If a line in the entries below includes "Keep", show that line.

▸ Source material
....................

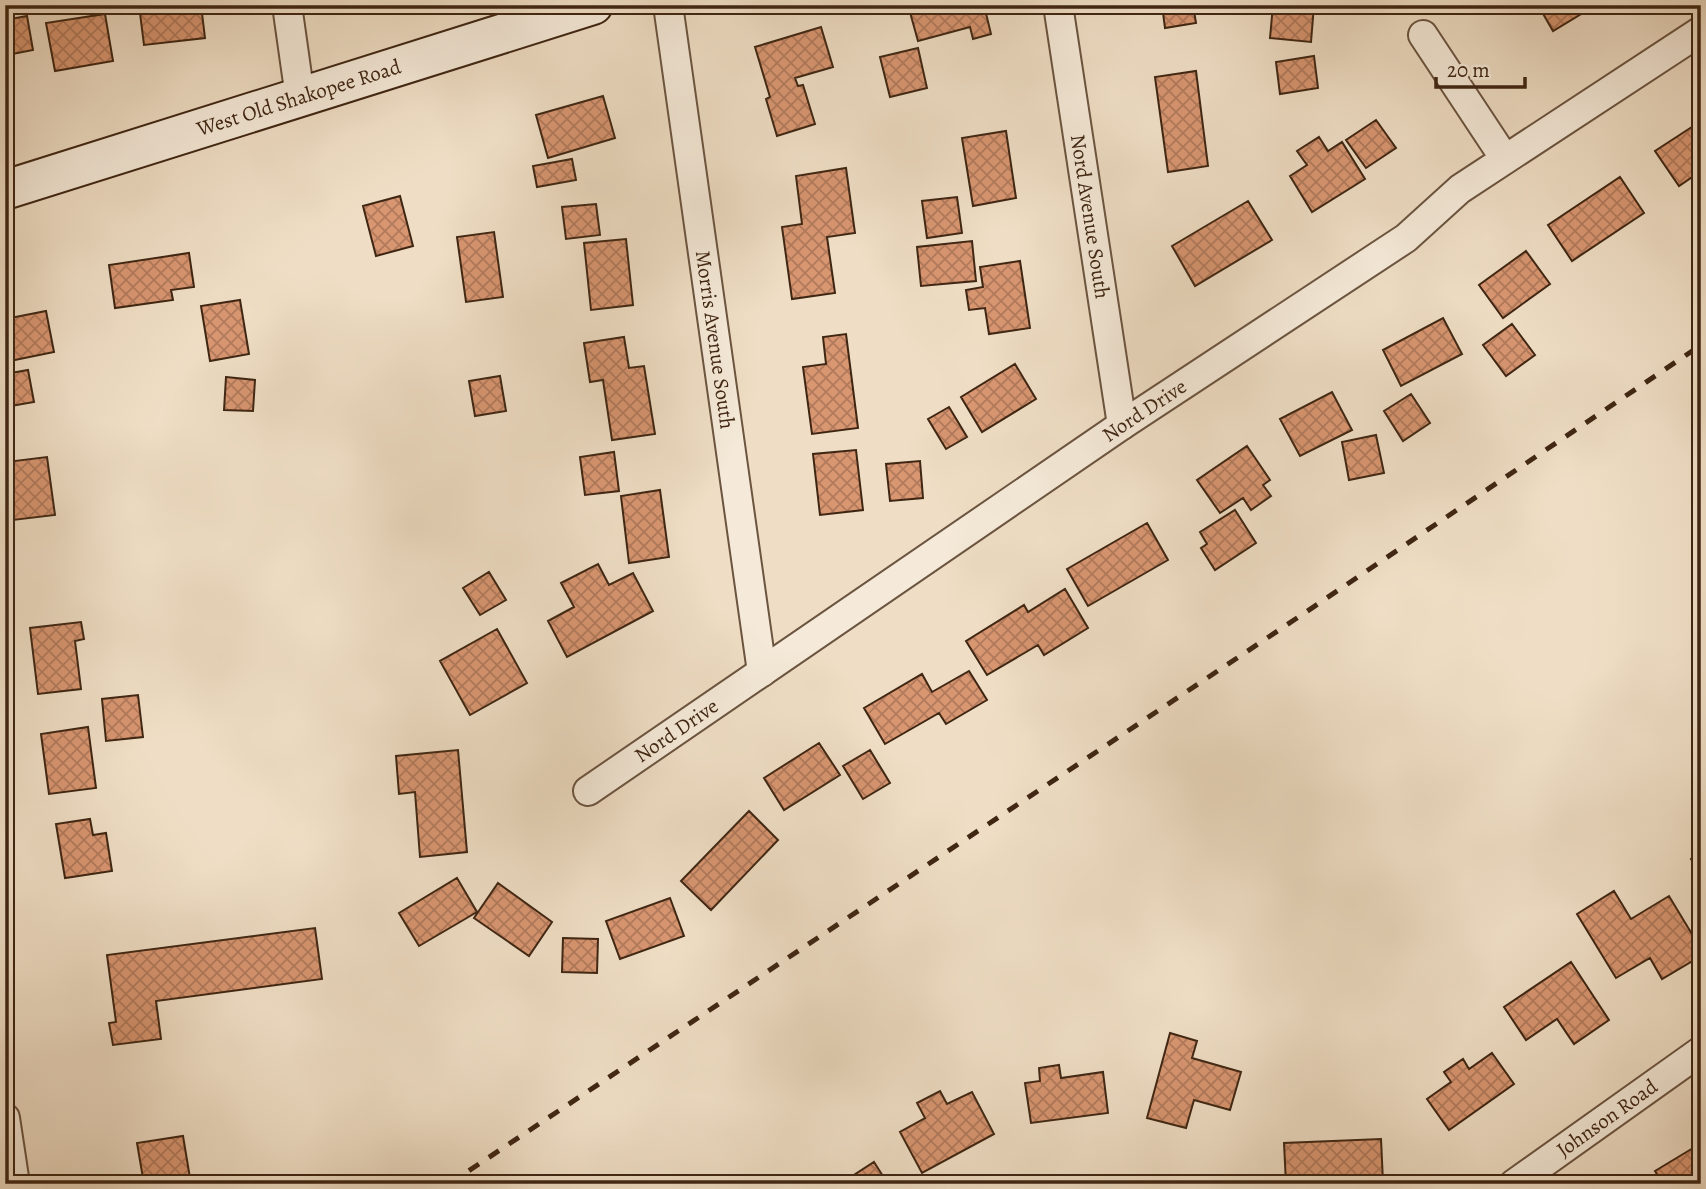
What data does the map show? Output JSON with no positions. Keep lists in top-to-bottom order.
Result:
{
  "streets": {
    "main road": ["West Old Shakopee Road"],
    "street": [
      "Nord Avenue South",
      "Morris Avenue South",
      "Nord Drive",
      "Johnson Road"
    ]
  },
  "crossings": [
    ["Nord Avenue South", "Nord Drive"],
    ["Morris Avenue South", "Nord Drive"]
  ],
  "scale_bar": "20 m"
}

....................

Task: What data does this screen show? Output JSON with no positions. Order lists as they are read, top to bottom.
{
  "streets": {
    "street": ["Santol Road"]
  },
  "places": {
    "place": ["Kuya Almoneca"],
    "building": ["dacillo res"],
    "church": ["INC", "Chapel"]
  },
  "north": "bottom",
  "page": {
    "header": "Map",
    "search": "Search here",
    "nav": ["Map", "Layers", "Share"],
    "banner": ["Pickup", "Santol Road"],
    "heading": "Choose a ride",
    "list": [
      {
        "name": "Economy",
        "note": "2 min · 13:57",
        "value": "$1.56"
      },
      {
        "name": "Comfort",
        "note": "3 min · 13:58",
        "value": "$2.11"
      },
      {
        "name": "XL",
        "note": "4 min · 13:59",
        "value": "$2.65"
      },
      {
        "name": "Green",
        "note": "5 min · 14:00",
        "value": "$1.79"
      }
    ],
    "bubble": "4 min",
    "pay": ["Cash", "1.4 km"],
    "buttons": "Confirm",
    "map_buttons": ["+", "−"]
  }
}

....................

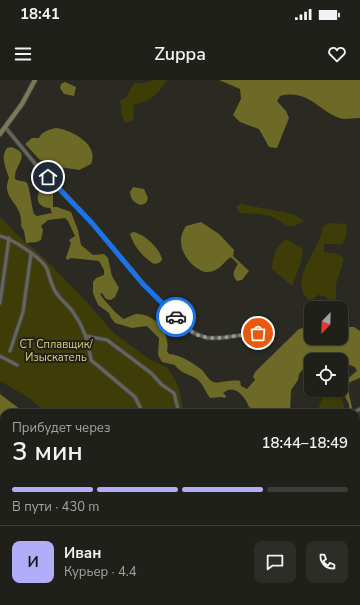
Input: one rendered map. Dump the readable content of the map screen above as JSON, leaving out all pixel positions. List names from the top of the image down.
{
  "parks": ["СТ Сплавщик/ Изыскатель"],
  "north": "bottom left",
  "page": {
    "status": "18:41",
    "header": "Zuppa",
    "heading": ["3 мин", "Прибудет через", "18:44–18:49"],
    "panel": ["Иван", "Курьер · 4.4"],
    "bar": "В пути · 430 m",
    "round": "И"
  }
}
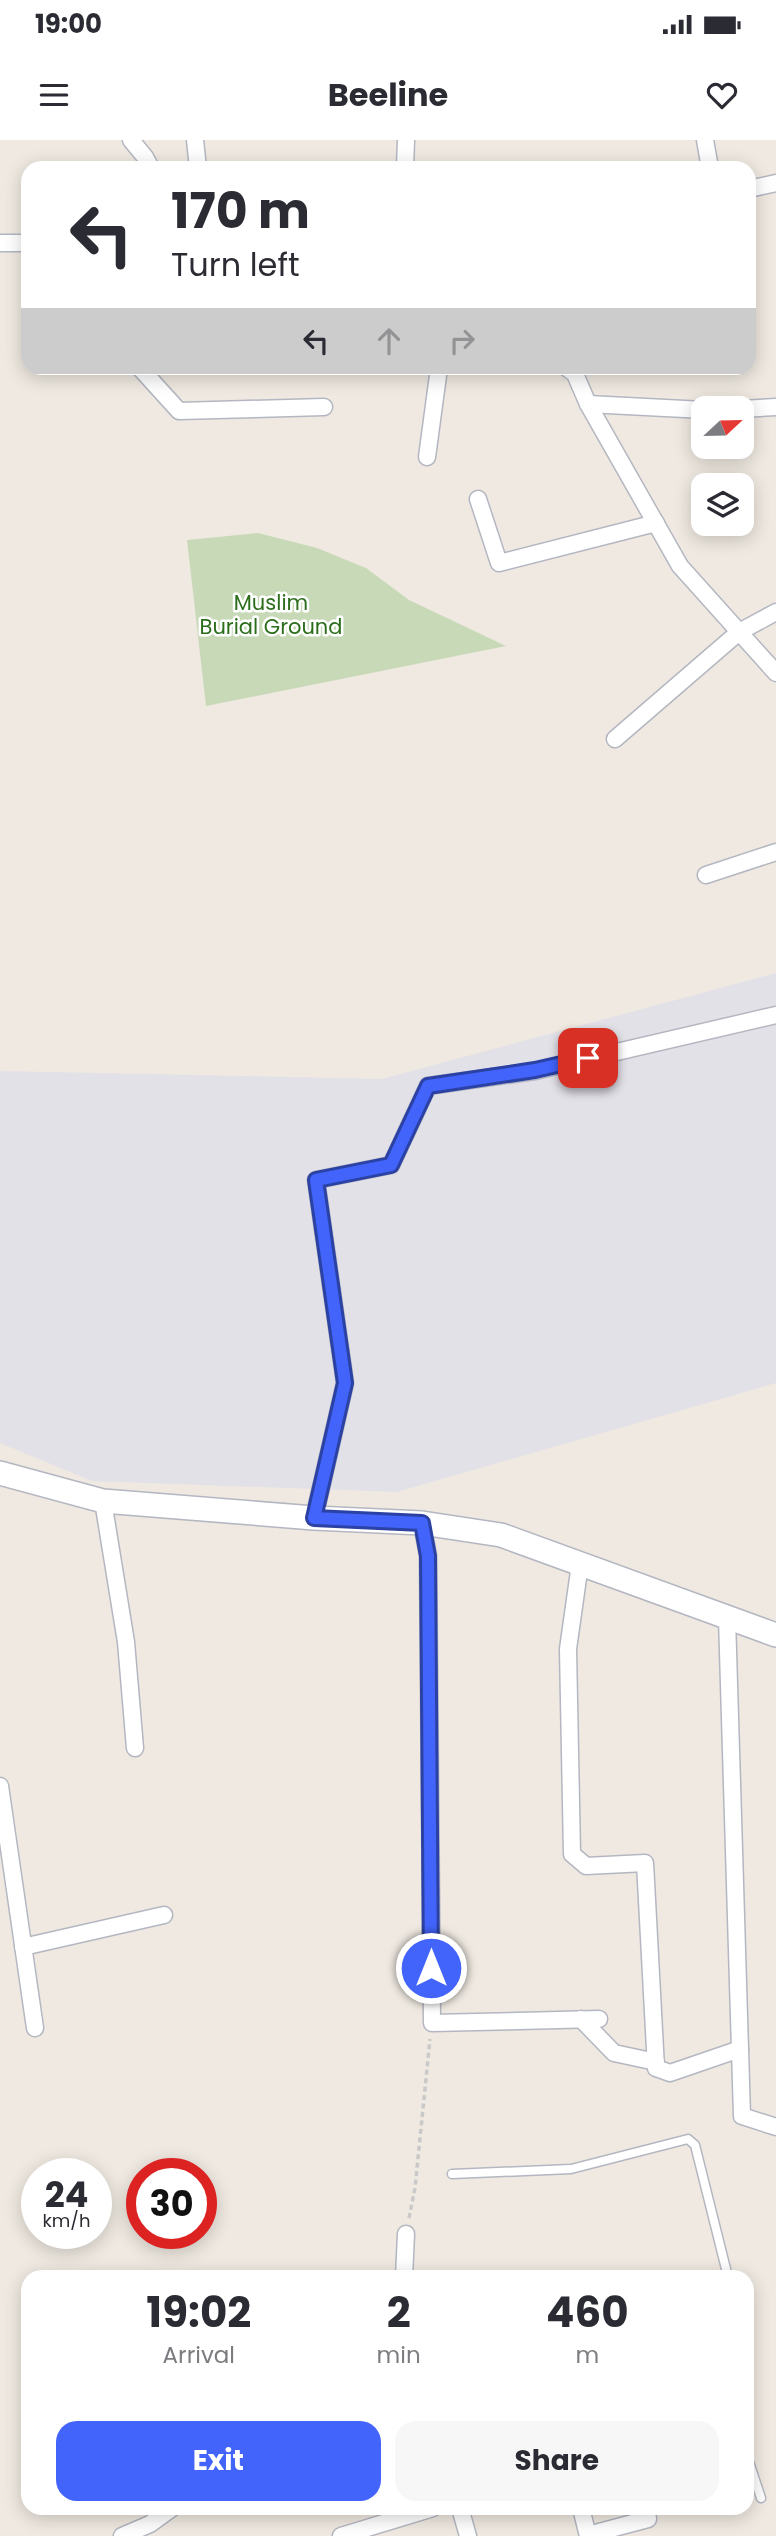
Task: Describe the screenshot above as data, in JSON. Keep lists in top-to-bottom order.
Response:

....................

▸ Response below
What data does the map show? Output JSON with no positions. Keep lists in top-to-bottom order.
Task: Describe the screenshot above as data, in JSON. Keep lists in top-to-bottom order.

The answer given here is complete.